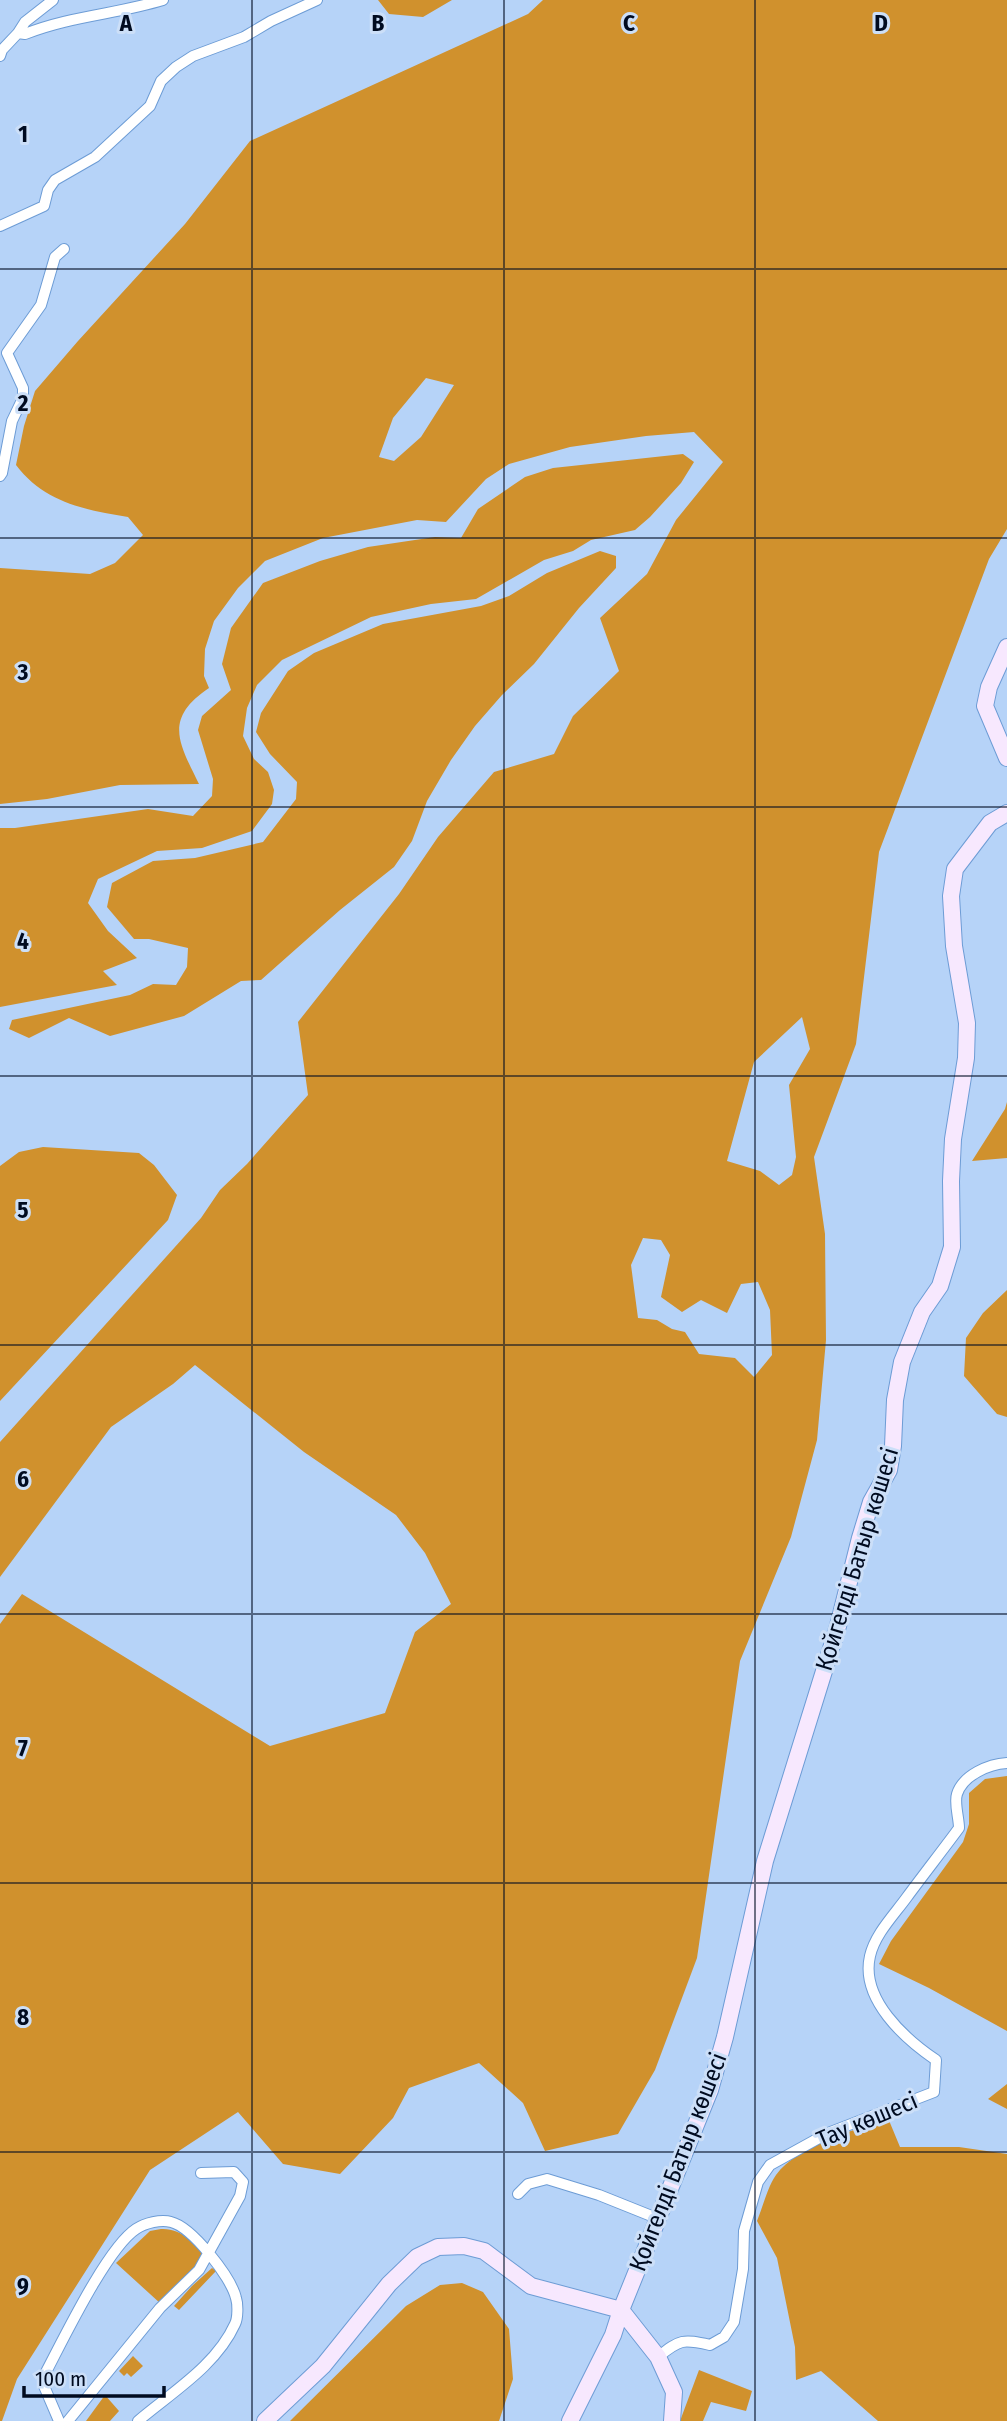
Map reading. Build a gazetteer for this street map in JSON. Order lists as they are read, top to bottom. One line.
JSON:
{"streets":{"street":["Қойгелді Батыр көшесі","Тау көшесі"]},"scale_bar":"100 m","grid":{"columns":["A","B","C","D"],"rows":["1","2","3","4","5","6","7","8","9"]}}
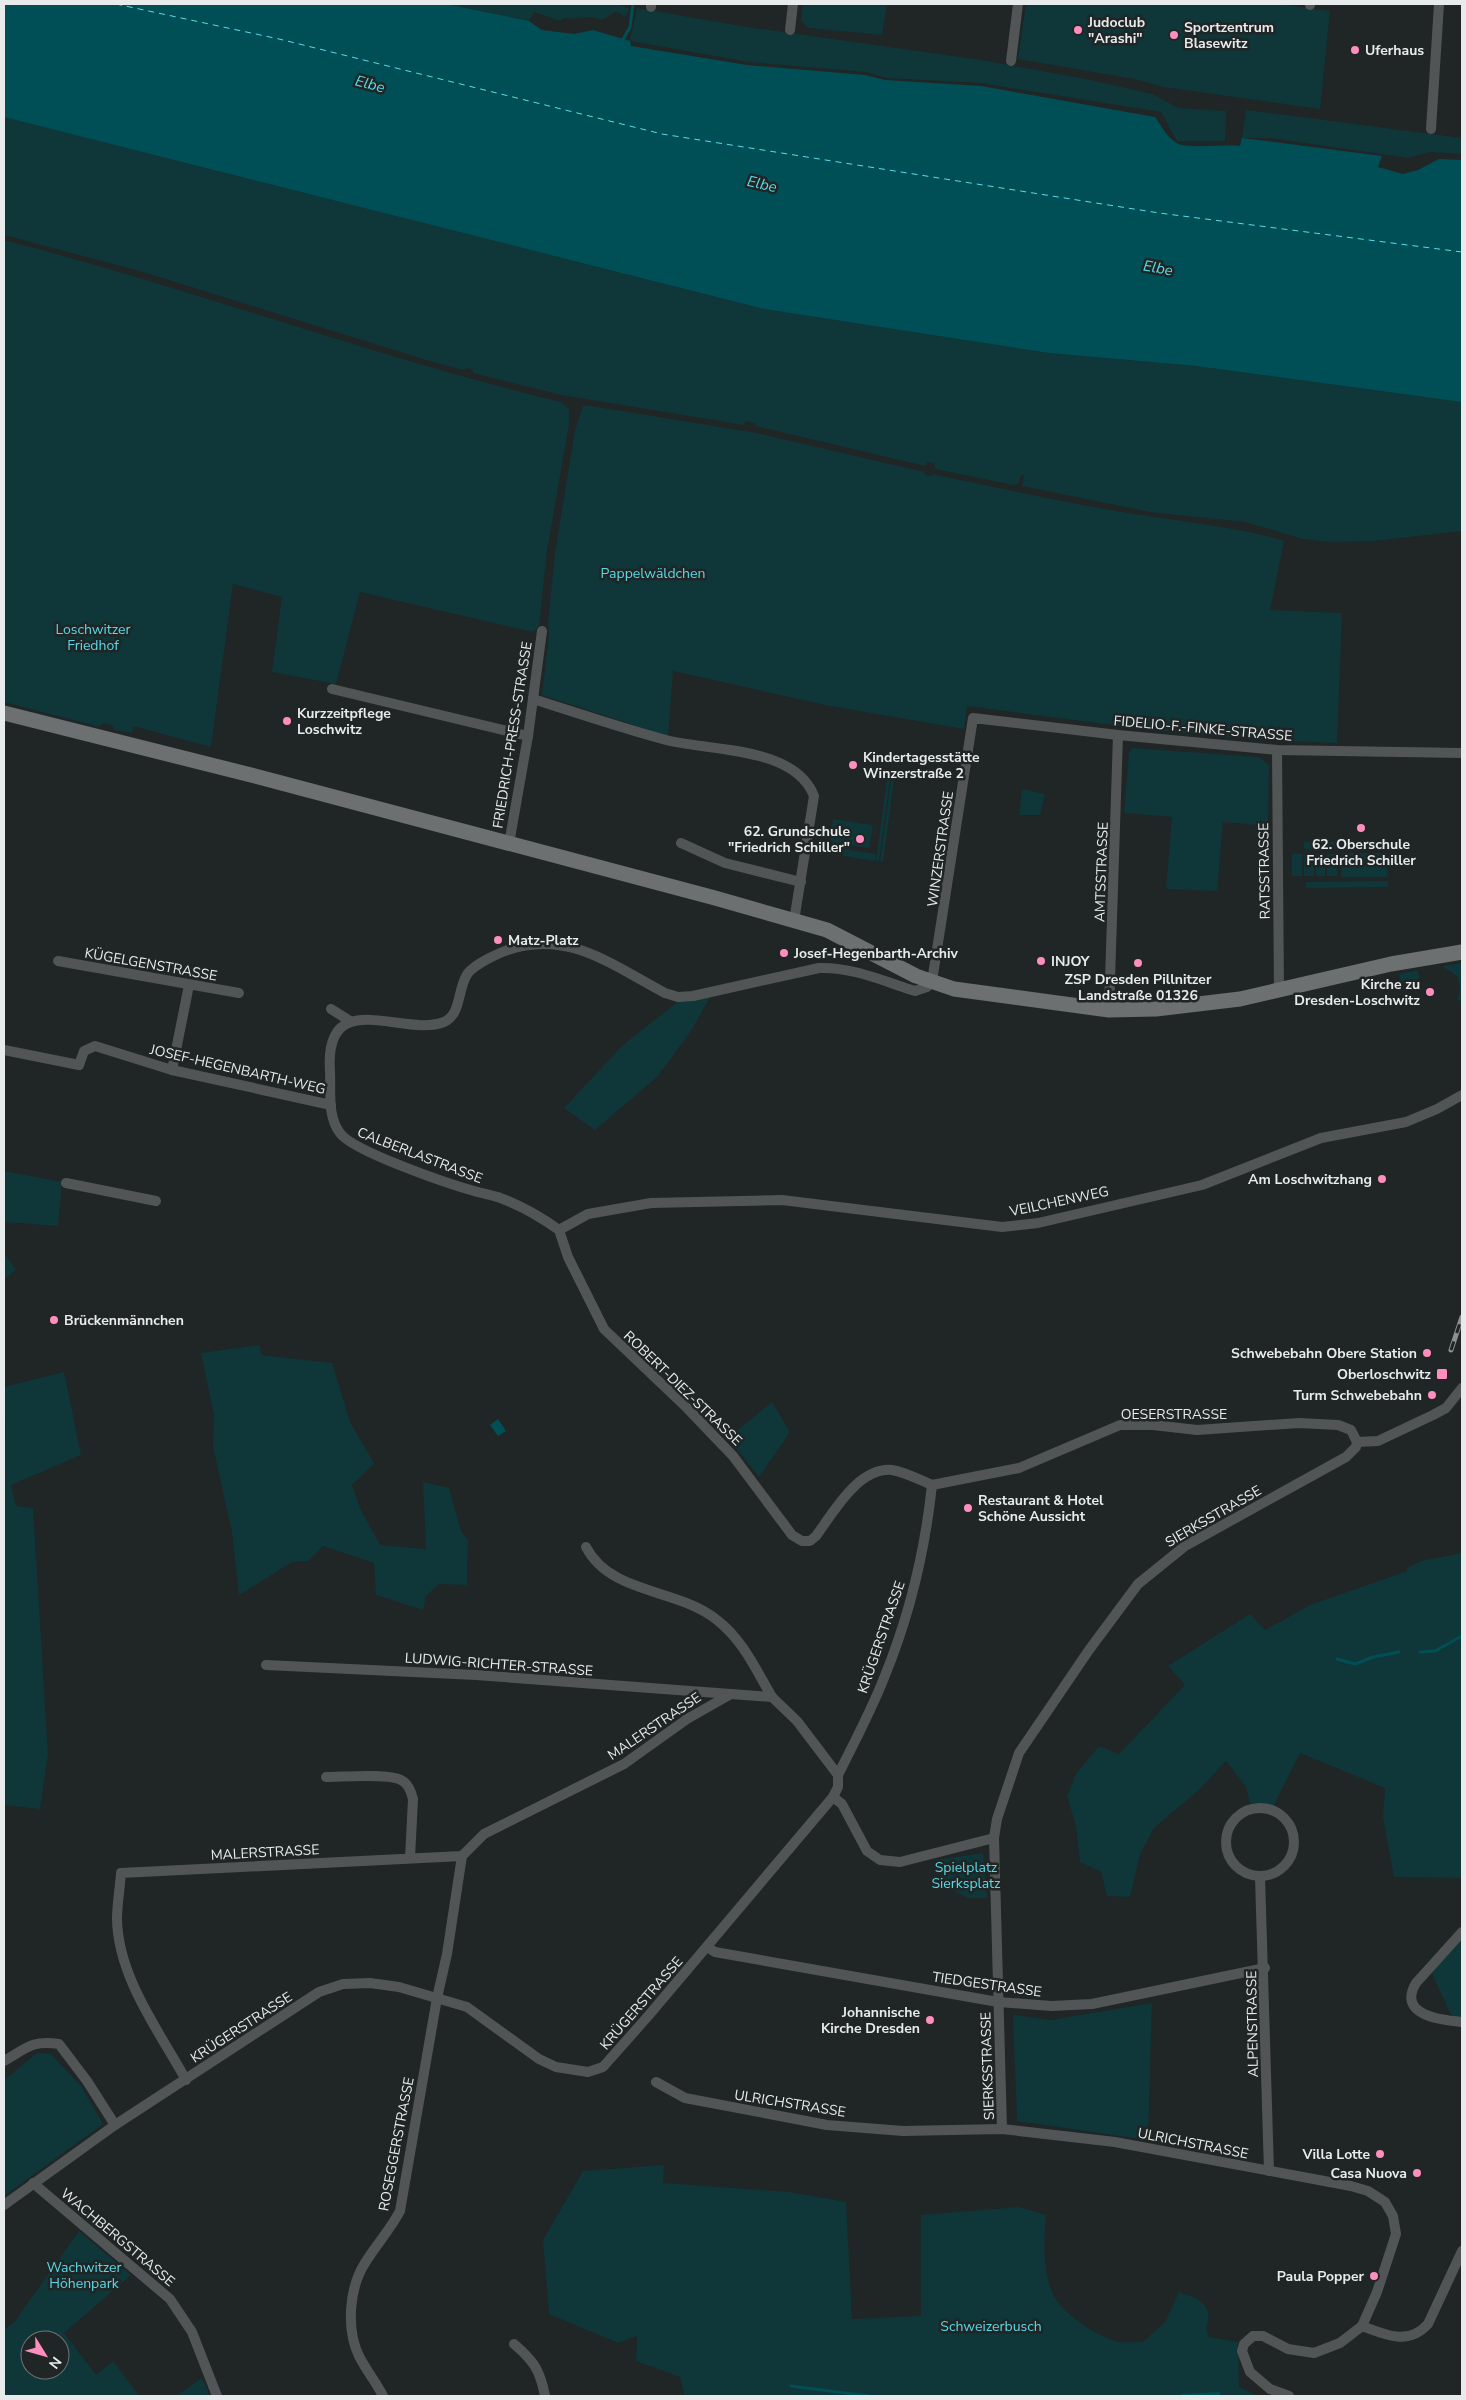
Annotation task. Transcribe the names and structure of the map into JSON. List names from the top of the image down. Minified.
{"streets":{"street":["FIDELIO-F.-FINKE-STRASSE","FRIEDRICH-PRESS-STRASSE","WINZERSTRASSE","RATSSTRASSE","AMTSSTRASSE","KÜGELGENSTRASSE","JOSEF-HEGENBARTH-WEG","CALBERLASTRASSE","VEILCHENWEG","ROBERT-DIEZ-STRASSE","OESERSTRASSE","SIERKSSTRASSE","KRÜGERSTRASSE","LUDWIG-RICHTER-STRASSE","MALERSTRASSE","TIEDGESTRASSE","ALPENSTRASSE","ULRICHSTRASSE","ROSEGGERSTRASSE","WACHBERGSTRASSE"]},"crossings":[["FIDELIO-F.-FINKE-STRASSE","WINZERSTRASSE"],["FIDELIO-F.-FINKE-STRASSE","RATSSTRASSE"],["FIDELIO-F.-FINKE-STRASSE","AMTSSTRASSE"],["JOSEF-HEGENBARTH-WEG","CALBERLASTRASSE"],["CALBERLASTRASSE","VEILCHENWEG"],["CALBERLASTRASSE","ROBERT-DIEZ-STRASSE"],["VEILCHENWEG","ROBERT-DIEZ-STRASSE"],["ROBERT-DIEZ-STRASSE","OESERSTRASSE"],["ROBERT-DIEZ-STRASSE","KRÜGERSTRASSE"],["OESERSTRASSE","SIERKSSTRASSE"],["OESERSTRASSE","KRÜGERSTRASSE"],["SIERKSSTRASSE","TIEDGESTRASSE"],["SIERKSSTRASSE","ULRICHSTRASSE"],["KRÜGERSTRASSE","MALERSTRASSE"],["KRÜGERSTRASSE","TIEDGESTRASSE"],["KRÜGERSTRASSE","ROSEGGERSTRASSE"],["KRÜGERSTRASSE","WACHBERGSTRASSE"],["LUDWIG-RICHTER-STRASSE","MALERSTRASSE"],["MALERSTRASSE","ROSEGGERSTRASSE"],["TIEDGESTRASSE","ALPENSTRASSE"],["ALPENSTRASSE","ULRICHSTRASSE"]],"water":["Elbe"],"parks":["Pappelwäldchen","Loschwitzer Friedhof","Spielplatz Sierksplatz","Wachwitzer Höhenpark","Schweizerbusch"],"places":{"other":["Judoclub \"Arashi\"","Sportzentrum Blasewitz","Uferhaus","Kurzzeitpflege Loschwitz","Kindertagesstätte Winzerstraße 2","62. Oberschule Friedrich Schiller","62. Grundschule \"Friedrich Schiller\"","Matz-Platz","Josef-Hegenbarth-Archiv","INJOY","ZSP Dresden Pillnitzer Landstraße 01326","Kirche zu Dresden-Loschwitz","Am Loschwitzhang","Brückenmännchen","Schwebebahn Obere Station","Turm Schwebebahn","Restaurant & Hotel Schöne Aussicht","Johannische Kirche Dresden","Villa Lotte","Casa Nuova","Paula Popper"],"transit":["Oberloschwitz"]},"north":"bottom right"}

::::

* TASK ITEM *
Please repeat every record exactly, leaving the pictures out.

* RESPONSE AREA *
Map reading. Build a gazetteer for this street map in JSON. Order lists as they are read, top to bottom. One line.
JSON:
{"streets":{"street":["Қойгелді Батыр көшесі","Тау көшесі"]},"scale_bar":"100 m","grid":{"columns":["A","B","C","D"],"rows":["1","2","3","4","5","6","7","8","9"]}}
Annotation task. Transcribe the names and structure of the map into JSON. List names from the top of the image down. Minified.
{"streets":{"street":["FIDELIO-F.-FINKE-STRASSE","FRIEDRICH-PRESS-STRASSE","WINZERSTRASSE","RATSSTRASSE","AMTSSTRASSE","KÜGELGENSTRASSE","JOSEF-HEGENBARTH-WEG","CALBERLASTRASSE","VEILCHENWEG","ROBERT-DIEZ-STRASSE","OESERSTRASSE","SIERKSSTRASSE","KRÜGERSTRASSE","LUDWIG-RICHTER-STRASSE","MALERSTRASSE","TIEDGESTRASSE","ALPENSTRASSE","ULRICHSTRASSE","ROSEGGERSTRASSE","WACHBERGSTRASSE"]},"crossings":[["FIDELIO-F.-FINKE-STRASSE","WINZERSTRASSE"],["FIDELIO-F.-FINKE-STRASSE","RATSSTRASSE"],["FIDELIO-F.-FINKE-STRASSE","AMTSSTRASSE"],["JOSEF-HEGENBARTH-WEG","CALBERLASTRASSE"],["CALBERLASTRASSE","VEILCHENWEG"],["CALBERLASTRASSE","ROBERT-DIEZ-STRASSE"],["VEILCHENWEG","ROBERT-DIEZ-STRASSE"],["ROBERT-DIEZ-STRASSE","OESERSTRASSE"],["ROBERT-DIEZ-STRASSE","KRÜGERSTRASSE"],["OESERSTRASSE","SIERKSSTRASSE"],["OESERSTRASSE","KRÜGERSTRASSE"],["SIERKSSTRASSE","TIEDGESTRASSE"],["SIERKSSTRASSE","ULRICHSTRASSE"],["KRÜGERSTRASSE","MALERSTRASSE"],["KRÜGERSTRASSE","TIEDGESTRASSE"],["KRÜGERSTRASSE","ROSEGGERSTRASSE"],["KRÜGERSTRASSE","WACHBERGSTRASSE"],["LUDWIG-RICHTER-STRASSE","MALERSTRASSE"],["MALERSTRASSE","ROSEGGERSTRASSE"],["TIEDGESTRASSE","ALPENSTRASSE"],["ALPENSTRASSE","ULRICHSTRASSE"]],"water":["Elbe"],"parks":["Pappelwäldchen","Loschwitzer Friedhof","Spielplatz Sierksplatz","Wachwitzer Höhenpark","Schweizerbusch"],"places":{"other":["Judoclub \"Arashi\"","Sportzentrum Blasewitz","Uferhaus","Kurzzeitpflege Loschwitz","Kindertagesstätte Winzerstraße 2","62. Oberschule Friedrich Schiller","62. Grundschule \"Friedrich Schiller\"","Matz-Platz","Josef-Hegenbarth-Archiv","INJOY","ZSP Dresden Pillnitzer Landstraße 01326","Kirche zu Dresden-Loschwitz","Am Loschwitzhang","Brückenmännchen","Schwebebahn Obere Station","Turm Schwebebahn","Restaurant & Hotel Schöne Aussicht","Johannische Kirche Dresden","Villa Lotte","Casa Nuova","Paula Popper"],"transit":["Oberloschwitz"]},"north":"bottom right"}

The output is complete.